The Company is therefore announcing its intention to seek Shareholders’ approval for the Cancellation. A circular will be published and sent to all Shareholders as soon as practicable setting out further details of the Cancellation, which the Company hopes will take place in January 2020, and the implications for Shareholders (“Circular”) along with a notice convening a general meeting at which the approval of Shareholders for the Cancellation will be sought (“General Meeting”). Pursuant to Rule 41 of the AIM Rules for Companies, cancellation is conditional upon the approval of not less than 75 per cent. of the votes cast by shareholders (whether in person or by proxy) at the General Meeting.
The Company’s shares will continue to be traded on NEX should Shareholders approve the Cancellation.
Update on Footies
Footies is a subsidiary incorporated in the UK in which TechFinancials has an interest of just over 75 per cent. It has been established to develop a digital ticketing and fan engagement solution for sports organizations and venues.
The Company’s strategy is to increase Footies’ value by closing sales contracts with its first customers.
Approximately a year from inception, the first version of the platform has become available for testing with potential clients. In the past three months, Footies started approaching potential customers with a ‘demo’ product.
Footies has now received feedback from potential customers and consequently will focus its product development on ticket control and integrating engagement. Footies initial sales efforts are focusing on mid-size clubs and other types of venues where knowing and caring for your customers through ticketing control and dedicated app is crucial for the business. The Company is considering providing Footies an additional credit line by way of a Convertible Loan of up to $225k.
Strategy for Cedex
The Company continues to hold an option to acquire 90 per cent. of Cedex at an exercise price of approximately £52,000. In the event that the option were to be exercised TechFinancials would hold 97.49% (85.92% on fully diluted basis) of Cedex . The Company remains positive about its investment in Cedex and will take a decision as to how to maximise the value from its investment in Cedex in 2020, after its proposed cancellation from AIM and sole listing on NEX and will provide further updates to the market in due course.
In the past year, Cedex has concentrated its business efforts on business development activities in order to create the eco-system for issuing advanced financial instruments based on diamonds as an underlying asset, such as ETP and futures contracts utilizing CEDEX’s proprietary technology, comprising the DEX algorithm, and the Cedex trading platform.
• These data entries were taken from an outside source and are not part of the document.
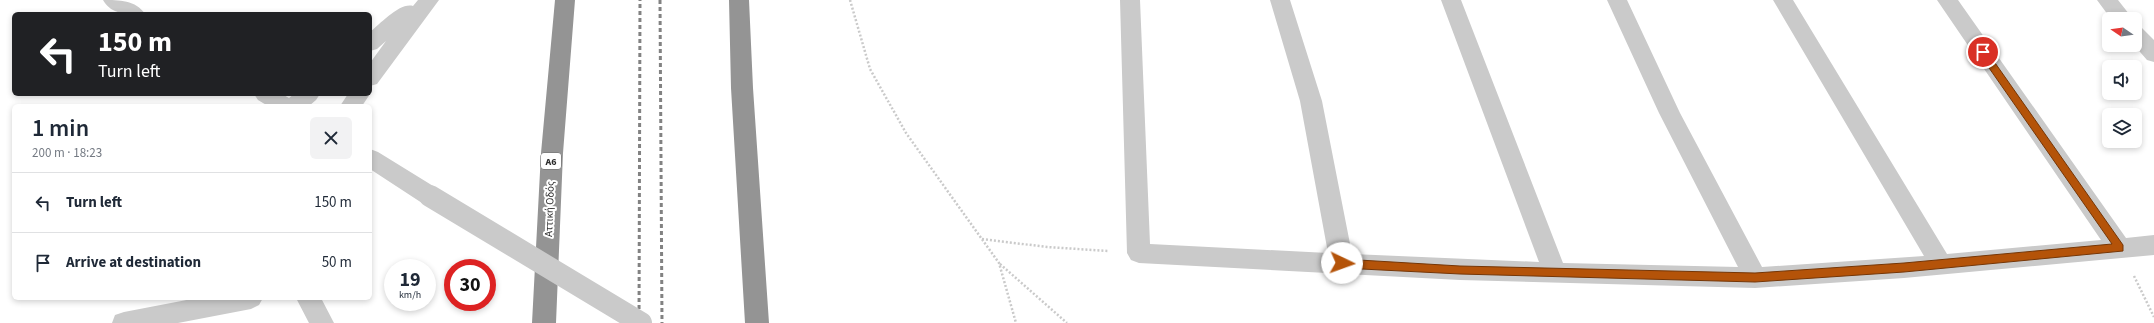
<!DOCTYPE html>
<html lang="en">
<head>
<meta charset="utf-8">
<style>
	body { margin:0; font-family:"Source Sans 3",sans-serif; background:#f2f2f3; color:#1f2937; height:100vh; display:flex; flex-direction:column; font-size:15px; white-space:nowrap }
	* { box-sizing:border-box; margin:0 }
	p { font-size:13px; color:#747a83 }
	.icon { flex:none; width:22px; height:22px; fill:none; stroke:currentColor; stroke-width:2; stroke-linecap:round; stroke-linejoin:round }
	.map { position:relative; flex:1; overflow:hidden }
	.side { position:absolute; left:12px; top:104px; width:360px; height:196px; display:flex; flex-direction:column; background:#fff; border-radius:6px; box-shadow:0 2px 6px #0003 }
	.side>* { flex:none }
	.hud { position:absolute; left:12px; top:12px; width:360px; height:84px; border-radius:6px; box-shadow:0 2px 6px #0003; background:#202124; color:#fff; overflow:hidden }
	.needle { width:26px; rotate:283deg }
	.buttons { position:absolute; left:2102px; top:12px; display:grid; gap:8px }
	.buttons a { display:grid; place-items:center; width:40px; height:40px; border-radius:6px; background:#fff; box-shadow:0 2px 6px #0003; font-size:20px }
	.speed { position:absolute; left:384px; top:259px; display:flex; gap:8px; font-size:20px; font-weight:700; text-align:center }
	.speed>* { display:grid; place-content:center; width:52px; height:52px; border-radius:50%; background:#fff; box-shadow:0 2px 6px #0003; line-height:1 }
	.speed small { font-size:10px; font-weight:400 }
	.speed .limit { border:6px solid #d22; background:#fff; color:#111 }
	.pin { position:absolute; display:grid; place-items:center; width:34px; height:34px; color:#fff; margin:-17px; border:2px solid #fff; border-radius:50%; box-shadow:0 1px 4px #0007 }
	.me { position:absolute; width:44px; margin:-22px; rotate:93deg; stroke-linejoin:round; filter:drop-shadow(0 0 3px #0008) }
	.turn { display:flex; align-items:center; gap:14px; height:84px; padding:0 20px; font-size:18px }
	.turn .icon { width:52px; height:52px; stroke-width:2.5 }
	.turn b { display:block; font-size:28px; line-height:34px }
	.round { display:grid; place-items:center; flex:none; width:42px; height:42px; border-radius:6px; background:#f2f2f3 }
	.head { display:flex; align-items:center; justify-content:space-between; height:68px; padding:0 20px }
	h1 { font-size:24px; font-weight:600; line-height:30px }
	ul { padding:0; list-style:none }
	li { display:flex; align-items:center; gap:12px; height:60px; padding:0 20px; border-top:1px solid #e0e1e3 }
	li div { flex:1 }
	li b { display:block; font-size:15px }
	li em { font-style:normal }
	.map>svg:first-child { display:block }
	.lines { fill:none; stroke-linecap:round; stroke-linejoin:round }
	.path { stroke:#cacaca; stroke-width:2.5; stroke-dasharray:2 2; stroke-linecap:butt }
	.minor { fill:#cacaca; fill-rule:evenodd }
	.highway { fill:#949494; fill-rule:evenodd }
	.rail { stroke:#828282; stroke-width:3; stroke-dasharray:4 3; stroke-linecap:butt }
	.minor-bridge { stroke:#cacaca; stroke-width:22 }
	.route { fill:#b45309; stroke:#753606 }
	.labels { text-anchor:middle; stroke-width:4; stroke-linejoin:round; paint-order:stroke }
	.shield { fill:#fff; stroke:#6c6c6c; stroke-width:1 }
	.shield-label { font-size:10px; font-weight:bold; fill:#2d2d2d }
	.street-label { font-size:11px; fill:#2d2d2d; stroke:#fff }
</style>
</head>
<body>
<div class="map">
<svg width="2154" height="323" viewBox="0 0 2154 323">
	<rect width="100%" height="100%" fill="#fff"/>
	<g class="lines">
		<path class="path" d="M850,0l20,69 36,64 93,130 17,60
			M982,239l65,8 61,4
			M1000,264l67,59
			M2134,276l20,41"/>
		<path class="minor" d="M103,0c16,0 33,0 42,14 -16,0 -33,2 -42,-14z
			M418,0h21l-62,84 -7,2v-23l16,-22 -9,8 -7,2v-19c10,-8 30,-30 43,-26z
			M1120,0h20l10,244 178,9 -28,-152 -30,-101h20l32,101 30,153 187,8 -98,-262h20l102,263 175,4 -79,-154 -52,-113h20l53,113 82,154 162,-11 -151,-256h20l154,254 154,-14 -164,-240h21l168,238 28,-3v20l-250,23 -149,10 -295,-8 -321,-17 -8,-3 -4,-7z
			M2097,0h21l15,19h-22z
			M2135,25l7,3 12,12v22l-7,-2 -13,-15z
			M254,94h28l7,4 5,-4h26l-4,6 -7,6h-41l-10,-6z
			M348,94h22l-8,12h-22z
			M370,149l8,3 60,37 3,7 -3,7 -8,2 -8,-2 -52,-34z
			M197,298h66l-4,7 -8,4 -73,14h-66l3,-8 9,-3z
			M296,298h25l13,25h-25z"/>
		<path class="highway" d="M555,0h20l-12,153 -7,170h-24l9,-170z
			M729,0h20l4,88 16,235h-24l-14,-235z"/>
		<path class="rail" d="M660,0l2,323
			M639,323l1,-323"/>
		<path class="minor-bridge" d="M430,196l211,127"/>
	</g>
	<path class="route" d="M1983,49l3,1 137,195v6l-219,21 -149,10 -295,-8 -118,-6 -5,-5 5,-4 118,7 295,7 149,-10 208,-19 -132,-189v-5z"/>
	<g class="labels">
		<rect class="shield" x="541" y="153" width="20" height="16" rx="3"/>
		<g class="shield-label">
			<text x="551" y="165">Α6</text>
		</g>
		<g class="street-label">
			<text transform="translate(549 209) rotate(-88)" y="4">Αττική Οδός</text>
		</g>
	</g>
</svg>
<div class="buttons">
<a><svg class="needle" viewBox="-14 -14 28 28"><path d="M0-13l5 13h-10z" fill="#e53935"/><path d="M0 13l5-13h-10z" fill="#747a83"/></svg></a>
<a><svg class="icon" aria-label="sound" viewBox="0 0 24 24"><path d="M4 9h4l5-4v14l-5-4H4zM17 9q2 3 0 6"/></svg></a>
<a><svg class="icon" aria-label="layers" viewBox="0 0 24 24"><path d="M12 4l9 5-9 5-9-5zM3 14l9 5 9-5"/></svg></a>
</div>
<div class="speed"><div>19<small>km/h</small></div><div class="limit">30</div></div>
<div class="pin" style="left:1983px;top:52px;background:#d93025"><svg class="icon" aria-label="arrive" viewBox="0 0 24 24"><path d="M6 21V4h12l-3 4 3 4H6"/></svg></div>
<svg class="me" style="left:1342px;top:263px" viewBox="-20 -20 40 40"><circle r="19" fill="#fff"/><path d="M0-13L10 11 0 6-10 11z" fill="#b45309"/></svg>
<div class="hud">
<div class="turn"><svg class="icon" aria-label="left" viewBox="0 0 24 24"><path d="M17 20v-9H6M10 6l-5 5 5 5"/></svg><div><b>150 m</b>Turn left</div></div>
</div>
<section class="side">
<div class="head"><div><h1>1 min</h1><p>200 m · 18:23</p></div><a class="round"><svg class="icon" aria-label="close" viewBox="0 0 24 24"><path d="M6 6l12 12M18 6L6 18"/></svg></a></div>
<ul>
<li><svg class="icon" aria-label="left" viewBox="0 0 24 24"><path d="M17 20v-9H6M10 6l-5 5 5 5"/></svg><div><b>Turn left</b></div><em>150 m</em></li>
<li><svg class="icon" aria-label="arrive" viewBox="0 0 24 24"><path d="M6 21V4h12l-3 4 3 4H6"/></svg><div><b>Arrive at destination</b></div><em>50 m</em></li>
</ul>
</section>
</div>
</body>
</html>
Cedex’s vision is to transform diamonds into a new financial asset class. In parallel, the CEDEX board will be looking for other opportunities to commercialise the CEDEX technology. The Company will consider selling all or part of its interest in CEDEX to a third party if it believes that to be in the best interests of the Company.
The information communicated within this announcement is deemed to constitute inside information as stipulated under the Market Abuse Regulations (EU) No. 596/2014. Upon the publication of this announcement, this inside information is now considered to be in the public domain.